Temperature dependence of the inverse self-diffusion coefficient in supercooled confined H₂O. The orange line represents a guide to the eye for the available experimental data for bulk H₂O presented in Section 2.1 (filled inverted triangles (▼)). Filled circles (●) and filled diamonds (◆) represent the self-diffusion coefficient (D) obtained from QENS experiments of H₂O confined in single- and double-walled carbon nanotubes, respectively (Mamontov et al. [73]). Filled hexagons (), dark grey triangles (), and stars (★) are the D values of H₂O confined in SW 1.1 nm, MW 3.0 nm, and DW 3.5 nm, respectively, acquired via 2D D-T2 static field gradient NMR experiments (Gkoura et al. [74]). Inverted open triangles (▽) are the self-diffusion coefficients obtained from the pulsed field gradient NMR experiments of water confined in MCM-41 (Chen et al. [75]). Open circles (◯), open squares (□), and open upright triangles (△) are the self-diffusion coefficients obtained from static field gradient NMR experiments on water in open 2.8 nm, capped 2.8 nm, and capped 2.1 nm MCM-41 samples, respectively (Weigler et al. [76]).

Figure 4

Temperature dependence of the translational correlation times (residence times in QENS experiments) in supercooled confined H₂O. Filled circles (●) and filled diamonds (◆) represent the residence times ${\tau }_0$ obtained from QENS experiments of H₂O confined in single-walled (1.4 nm) and double-walled (1.6 nm) carbon nanotubes, respectively (Mamontov et al. [73]).
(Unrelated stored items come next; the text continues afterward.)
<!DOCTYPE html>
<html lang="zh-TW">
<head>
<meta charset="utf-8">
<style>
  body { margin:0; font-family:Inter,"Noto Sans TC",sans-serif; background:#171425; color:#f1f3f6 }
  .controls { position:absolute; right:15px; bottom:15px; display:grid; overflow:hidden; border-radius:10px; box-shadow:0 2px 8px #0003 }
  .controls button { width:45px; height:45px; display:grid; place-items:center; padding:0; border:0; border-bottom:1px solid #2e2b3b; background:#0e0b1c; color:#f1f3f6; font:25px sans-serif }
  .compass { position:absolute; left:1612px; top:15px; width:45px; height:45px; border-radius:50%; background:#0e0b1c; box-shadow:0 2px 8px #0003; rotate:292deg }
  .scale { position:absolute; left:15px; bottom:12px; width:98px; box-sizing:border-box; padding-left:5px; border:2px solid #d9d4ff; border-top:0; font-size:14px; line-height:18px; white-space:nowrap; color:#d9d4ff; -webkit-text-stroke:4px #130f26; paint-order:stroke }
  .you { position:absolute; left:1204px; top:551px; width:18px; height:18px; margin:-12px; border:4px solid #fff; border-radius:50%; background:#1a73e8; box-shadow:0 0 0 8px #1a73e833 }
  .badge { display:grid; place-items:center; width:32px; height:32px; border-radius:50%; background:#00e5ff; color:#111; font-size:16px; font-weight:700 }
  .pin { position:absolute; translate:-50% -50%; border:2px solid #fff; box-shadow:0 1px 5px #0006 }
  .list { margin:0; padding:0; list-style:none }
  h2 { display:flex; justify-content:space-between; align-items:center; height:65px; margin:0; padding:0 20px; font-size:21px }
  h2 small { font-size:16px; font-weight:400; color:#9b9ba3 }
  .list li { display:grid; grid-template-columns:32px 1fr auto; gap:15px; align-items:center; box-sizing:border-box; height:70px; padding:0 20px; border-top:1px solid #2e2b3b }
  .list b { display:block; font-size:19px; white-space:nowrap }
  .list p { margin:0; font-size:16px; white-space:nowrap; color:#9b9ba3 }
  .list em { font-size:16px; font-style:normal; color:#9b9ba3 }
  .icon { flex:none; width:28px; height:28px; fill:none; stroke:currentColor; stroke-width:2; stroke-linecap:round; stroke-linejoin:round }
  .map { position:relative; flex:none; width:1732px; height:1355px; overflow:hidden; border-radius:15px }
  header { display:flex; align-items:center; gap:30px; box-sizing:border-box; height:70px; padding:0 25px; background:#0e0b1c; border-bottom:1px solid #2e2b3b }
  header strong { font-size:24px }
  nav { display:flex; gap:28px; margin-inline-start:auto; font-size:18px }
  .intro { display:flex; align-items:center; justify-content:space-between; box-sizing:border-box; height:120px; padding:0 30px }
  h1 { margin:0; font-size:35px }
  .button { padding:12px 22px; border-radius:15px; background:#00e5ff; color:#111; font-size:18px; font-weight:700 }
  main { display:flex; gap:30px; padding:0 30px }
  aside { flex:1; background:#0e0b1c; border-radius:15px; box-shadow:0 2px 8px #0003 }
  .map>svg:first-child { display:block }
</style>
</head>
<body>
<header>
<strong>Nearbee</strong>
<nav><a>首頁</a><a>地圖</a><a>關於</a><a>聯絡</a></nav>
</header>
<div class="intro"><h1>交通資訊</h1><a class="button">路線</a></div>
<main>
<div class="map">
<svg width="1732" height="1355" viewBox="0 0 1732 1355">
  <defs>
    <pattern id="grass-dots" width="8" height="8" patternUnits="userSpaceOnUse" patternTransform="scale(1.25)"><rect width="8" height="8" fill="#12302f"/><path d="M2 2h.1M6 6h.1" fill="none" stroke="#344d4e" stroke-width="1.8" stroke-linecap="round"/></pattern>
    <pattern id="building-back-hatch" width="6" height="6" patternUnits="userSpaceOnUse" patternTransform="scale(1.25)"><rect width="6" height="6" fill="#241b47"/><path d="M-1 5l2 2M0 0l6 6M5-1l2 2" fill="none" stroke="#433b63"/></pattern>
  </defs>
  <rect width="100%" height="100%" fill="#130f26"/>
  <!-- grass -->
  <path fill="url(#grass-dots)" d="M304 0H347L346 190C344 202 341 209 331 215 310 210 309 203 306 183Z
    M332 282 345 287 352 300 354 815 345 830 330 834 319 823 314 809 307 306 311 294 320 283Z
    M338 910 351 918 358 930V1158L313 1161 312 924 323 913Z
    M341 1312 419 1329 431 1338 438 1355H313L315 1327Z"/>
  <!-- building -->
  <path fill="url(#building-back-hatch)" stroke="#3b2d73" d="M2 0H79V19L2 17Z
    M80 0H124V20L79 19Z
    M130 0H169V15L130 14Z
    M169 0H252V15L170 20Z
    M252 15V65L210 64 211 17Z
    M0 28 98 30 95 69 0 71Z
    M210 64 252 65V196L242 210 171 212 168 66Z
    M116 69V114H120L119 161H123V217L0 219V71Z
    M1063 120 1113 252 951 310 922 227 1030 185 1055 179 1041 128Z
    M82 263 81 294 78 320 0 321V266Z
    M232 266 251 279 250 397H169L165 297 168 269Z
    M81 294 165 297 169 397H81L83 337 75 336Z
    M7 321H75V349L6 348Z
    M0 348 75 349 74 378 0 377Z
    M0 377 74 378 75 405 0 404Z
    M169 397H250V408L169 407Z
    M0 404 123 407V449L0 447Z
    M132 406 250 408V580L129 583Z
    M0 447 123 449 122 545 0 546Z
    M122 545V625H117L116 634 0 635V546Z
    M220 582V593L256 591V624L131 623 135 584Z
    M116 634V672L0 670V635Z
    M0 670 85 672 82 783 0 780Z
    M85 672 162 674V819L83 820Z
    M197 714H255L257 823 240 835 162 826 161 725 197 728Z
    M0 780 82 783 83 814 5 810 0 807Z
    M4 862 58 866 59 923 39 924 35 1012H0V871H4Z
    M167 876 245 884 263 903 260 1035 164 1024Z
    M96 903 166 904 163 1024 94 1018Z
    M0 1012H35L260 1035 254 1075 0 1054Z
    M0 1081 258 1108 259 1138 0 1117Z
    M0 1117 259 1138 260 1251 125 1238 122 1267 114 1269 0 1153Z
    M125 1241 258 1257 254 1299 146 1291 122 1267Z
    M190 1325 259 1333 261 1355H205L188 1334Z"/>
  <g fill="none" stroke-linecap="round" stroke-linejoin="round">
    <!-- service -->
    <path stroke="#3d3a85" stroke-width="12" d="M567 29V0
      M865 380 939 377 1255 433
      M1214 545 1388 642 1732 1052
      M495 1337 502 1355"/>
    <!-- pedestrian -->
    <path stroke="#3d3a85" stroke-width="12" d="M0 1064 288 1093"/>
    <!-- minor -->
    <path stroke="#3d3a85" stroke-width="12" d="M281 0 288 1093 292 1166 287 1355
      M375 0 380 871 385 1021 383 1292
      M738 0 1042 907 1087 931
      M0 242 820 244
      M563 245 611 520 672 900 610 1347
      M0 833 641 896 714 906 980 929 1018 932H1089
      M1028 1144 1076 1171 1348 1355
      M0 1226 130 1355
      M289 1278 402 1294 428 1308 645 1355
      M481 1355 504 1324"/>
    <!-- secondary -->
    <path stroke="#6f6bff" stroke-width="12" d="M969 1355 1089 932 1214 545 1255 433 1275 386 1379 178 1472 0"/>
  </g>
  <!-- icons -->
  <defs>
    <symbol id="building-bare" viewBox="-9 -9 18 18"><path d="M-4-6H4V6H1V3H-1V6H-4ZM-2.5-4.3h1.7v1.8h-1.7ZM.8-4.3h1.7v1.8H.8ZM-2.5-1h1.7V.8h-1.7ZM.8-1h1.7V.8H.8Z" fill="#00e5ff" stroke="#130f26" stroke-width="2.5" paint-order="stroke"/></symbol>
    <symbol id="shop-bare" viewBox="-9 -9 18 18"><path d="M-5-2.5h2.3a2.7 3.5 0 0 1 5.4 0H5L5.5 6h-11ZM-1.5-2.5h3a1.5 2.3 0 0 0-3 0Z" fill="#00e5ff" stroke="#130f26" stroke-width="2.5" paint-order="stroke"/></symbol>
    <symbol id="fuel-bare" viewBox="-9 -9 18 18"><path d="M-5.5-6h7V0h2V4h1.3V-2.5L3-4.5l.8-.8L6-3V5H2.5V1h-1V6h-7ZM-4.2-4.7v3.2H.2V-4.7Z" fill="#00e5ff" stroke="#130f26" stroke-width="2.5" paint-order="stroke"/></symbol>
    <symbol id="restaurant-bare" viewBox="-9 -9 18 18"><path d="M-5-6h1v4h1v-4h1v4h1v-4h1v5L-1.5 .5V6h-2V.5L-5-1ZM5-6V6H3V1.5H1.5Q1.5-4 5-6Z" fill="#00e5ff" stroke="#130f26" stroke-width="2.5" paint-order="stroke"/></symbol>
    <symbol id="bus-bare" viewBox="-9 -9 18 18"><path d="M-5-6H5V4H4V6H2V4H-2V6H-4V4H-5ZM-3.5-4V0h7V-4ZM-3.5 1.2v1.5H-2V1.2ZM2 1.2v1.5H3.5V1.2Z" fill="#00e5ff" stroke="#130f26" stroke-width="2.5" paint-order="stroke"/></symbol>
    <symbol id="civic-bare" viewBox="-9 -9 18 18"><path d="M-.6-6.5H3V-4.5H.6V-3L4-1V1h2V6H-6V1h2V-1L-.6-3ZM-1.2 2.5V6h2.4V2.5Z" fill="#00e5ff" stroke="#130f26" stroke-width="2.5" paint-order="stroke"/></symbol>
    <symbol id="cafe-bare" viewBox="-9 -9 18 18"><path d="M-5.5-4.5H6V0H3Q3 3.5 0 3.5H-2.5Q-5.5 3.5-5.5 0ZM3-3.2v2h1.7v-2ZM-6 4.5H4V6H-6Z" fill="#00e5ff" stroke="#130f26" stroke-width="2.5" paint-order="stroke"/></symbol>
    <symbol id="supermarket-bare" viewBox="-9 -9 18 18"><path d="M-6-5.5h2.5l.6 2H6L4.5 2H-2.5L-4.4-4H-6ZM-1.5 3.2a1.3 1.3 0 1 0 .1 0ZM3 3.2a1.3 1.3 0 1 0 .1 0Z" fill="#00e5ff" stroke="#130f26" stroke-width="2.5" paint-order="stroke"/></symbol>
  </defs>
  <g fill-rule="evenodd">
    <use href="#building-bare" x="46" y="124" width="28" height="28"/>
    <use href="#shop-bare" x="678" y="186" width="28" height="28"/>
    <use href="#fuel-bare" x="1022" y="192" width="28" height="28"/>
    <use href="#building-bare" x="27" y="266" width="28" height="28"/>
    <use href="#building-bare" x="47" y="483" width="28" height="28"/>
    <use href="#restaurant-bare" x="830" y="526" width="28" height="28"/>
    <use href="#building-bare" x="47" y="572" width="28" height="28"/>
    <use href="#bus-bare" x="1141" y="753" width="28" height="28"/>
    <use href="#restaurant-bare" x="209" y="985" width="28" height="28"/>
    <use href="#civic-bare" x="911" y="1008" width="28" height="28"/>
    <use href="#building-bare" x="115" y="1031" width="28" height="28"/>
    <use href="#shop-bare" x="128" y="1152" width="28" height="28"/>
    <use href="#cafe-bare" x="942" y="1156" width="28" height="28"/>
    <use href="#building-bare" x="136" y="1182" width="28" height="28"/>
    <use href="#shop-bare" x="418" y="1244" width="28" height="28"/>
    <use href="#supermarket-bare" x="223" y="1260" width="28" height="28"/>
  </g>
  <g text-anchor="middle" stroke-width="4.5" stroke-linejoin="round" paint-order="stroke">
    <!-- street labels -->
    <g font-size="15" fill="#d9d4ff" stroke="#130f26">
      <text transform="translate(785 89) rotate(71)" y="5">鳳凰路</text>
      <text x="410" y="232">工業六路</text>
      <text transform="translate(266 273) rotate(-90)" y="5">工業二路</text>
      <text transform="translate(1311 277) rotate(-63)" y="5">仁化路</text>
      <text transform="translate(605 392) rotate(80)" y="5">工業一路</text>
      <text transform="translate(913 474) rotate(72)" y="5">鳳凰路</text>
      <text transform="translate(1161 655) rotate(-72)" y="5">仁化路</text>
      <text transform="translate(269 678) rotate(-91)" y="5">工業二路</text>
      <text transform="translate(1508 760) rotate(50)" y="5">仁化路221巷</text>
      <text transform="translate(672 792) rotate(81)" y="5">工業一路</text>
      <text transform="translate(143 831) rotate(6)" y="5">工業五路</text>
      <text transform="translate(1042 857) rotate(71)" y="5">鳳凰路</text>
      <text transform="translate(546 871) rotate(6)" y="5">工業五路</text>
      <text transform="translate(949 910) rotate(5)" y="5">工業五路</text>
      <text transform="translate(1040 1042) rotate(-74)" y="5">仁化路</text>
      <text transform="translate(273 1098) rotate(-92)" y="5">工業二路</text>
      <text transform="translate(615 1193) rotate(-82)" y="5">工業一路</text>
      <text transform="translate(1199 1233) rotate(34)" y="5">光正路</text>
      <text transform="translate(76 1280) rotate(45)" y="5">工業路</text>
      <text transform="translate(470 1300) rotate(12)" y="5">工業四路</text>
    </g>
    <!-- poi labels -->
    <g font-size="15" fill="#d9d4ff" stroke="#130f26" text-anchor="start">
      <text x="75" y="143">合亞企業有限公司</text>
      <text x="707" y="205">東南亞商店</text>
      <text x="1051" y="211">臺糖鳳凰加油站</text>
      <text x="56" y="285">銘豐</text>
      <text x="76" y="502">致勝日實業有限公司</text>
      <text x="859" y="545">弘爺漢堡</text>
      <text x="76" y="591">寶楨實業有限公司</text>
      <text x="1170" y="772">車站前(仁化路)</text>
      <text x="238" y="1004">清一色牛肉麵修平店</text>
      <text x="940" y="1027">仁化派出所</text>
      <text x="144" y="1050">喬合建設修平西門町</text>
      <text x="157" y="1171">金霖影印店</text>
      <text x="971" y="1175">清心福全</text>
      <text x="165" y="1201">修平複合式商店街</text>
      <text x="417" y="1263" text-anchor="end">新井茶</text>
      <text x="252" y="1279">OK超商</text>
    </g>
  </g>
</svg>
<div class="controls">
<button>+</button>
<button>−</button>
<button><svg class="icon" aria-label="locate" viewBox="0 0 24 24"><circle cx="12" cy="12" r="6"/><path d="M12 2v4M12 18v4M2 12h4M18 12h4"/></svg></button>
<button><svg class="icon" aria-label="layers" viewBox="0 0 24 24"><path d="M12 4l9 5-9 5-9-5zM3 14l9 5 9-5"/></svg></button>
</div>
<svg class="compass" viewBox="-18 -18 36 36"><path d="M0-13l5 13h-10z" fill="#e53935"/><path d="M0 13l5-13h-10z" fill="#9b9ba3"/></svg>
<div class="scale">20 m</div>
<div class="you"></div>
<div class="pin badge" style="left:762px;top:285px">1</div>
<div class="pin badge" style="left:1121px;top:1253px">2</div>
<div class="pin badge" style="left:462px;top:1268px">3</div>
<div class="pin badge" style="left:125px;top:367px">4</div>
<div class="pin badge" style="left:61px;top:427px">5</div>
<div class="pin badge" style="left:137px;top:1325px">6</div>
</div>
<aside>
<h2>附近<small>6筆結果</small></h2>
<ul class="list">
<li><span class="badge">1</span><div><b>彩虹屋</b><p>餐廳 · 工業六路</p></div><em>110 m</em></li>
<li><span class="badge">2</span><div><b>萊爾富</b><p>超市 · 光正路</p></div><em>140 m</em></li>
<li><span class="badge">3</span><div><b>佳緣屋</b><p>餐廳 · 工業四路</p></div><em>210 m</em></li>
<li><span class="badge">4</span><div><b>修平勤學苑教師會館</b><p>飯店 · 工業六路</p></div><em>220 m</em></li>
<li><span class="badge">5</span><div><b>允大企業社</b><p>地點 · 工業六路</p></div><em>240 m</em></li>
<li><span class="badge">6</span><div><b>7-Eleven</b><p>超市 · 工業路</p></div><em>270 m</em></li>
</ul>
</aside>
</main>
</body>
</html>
Filled squares (◼) represent the residence times ${\tau }_0$ obtained from QENS experiments of H₂O confined in 1.6 nm double-walled carbon nanotubes Chu et al. [93]. Inverted filled triangles (▼) are the residence times obtained from QENS experiments of H₂O confined in MCM-41-S samples with a 1.8 nm pore diameter (Chen et al. [75]). Orange open squares (□) represent the residence times ${\tau }_0$ obtained from QENS experiments of bulk H₂O (Teixeira et al. [61]). The blue solid line is a guide to the eye for the calculated correlation times obtained from the NMR experiments by Holz et al. [44] and Price et al. [45] and for the growth rate from pulsed heating experiments by Xu et al. [46]. Upright triangles (∆) are the structural relaxation data of pulsed heated water monitored via reflection–absorption IR spectroscopy (Kringle et al. [59]).

Figure 5

Temperature dependence of rotational correlation times ${\tau }_R$ in bulk and confined water H₂O. Open squares (□) are the rotational correlation times ${\tau }_R$ of bulk H₂O obtained from ¹⁷O NMR experiments (Qvist et al. [67]). Open circles (◯) are the corresponding ${\tau }_D$ values reported from the dielectric measurements of Bertolini et al. [64]; open upright triangles (△) are the ${\tau }_R$ values in bulk H₂O obtained from the QENS experiments of Teixeira et al. [61]. Filled diamonds (◆) are the correlation times ${\tau }_R$ for supercooled H₂O within MCM-41 pores with a diameter of around 2.1 nm obtained from the broadband dielectric spectroscopy (BDS) measurements of Sjöström et al. [94]. Filled circles (●) are the corresponding ${\tau }_R$ values for supercooled H₂O confined in MCM-41 pores with a 2.5 nm diameter reported by Lederle et al. [92].

Figure 6

Temperature dependence of the rotational correlation times ${\tau }_R$ in bulk and confined heavy water D₂O. Inverted triangles (▼) are the rotational correlation times ${\tau }_R$ of bulk D₂O obtained from ²H NMR experiments (Qvist et al. [67]). Filled circles (●) are the correlation times for D₂O within 1.4 nm SW carbon nanotubes obtained from ²H T₁ NMR data (Kyakuno et al. [95]). Filled squares (◼) are the rotational correlation times for D₂O confined in MCM-41 with pores in the range of 2.1–2.8 nm obtained from ²H T₁ and stimulated-echo experiments (Weigler et al. [96]).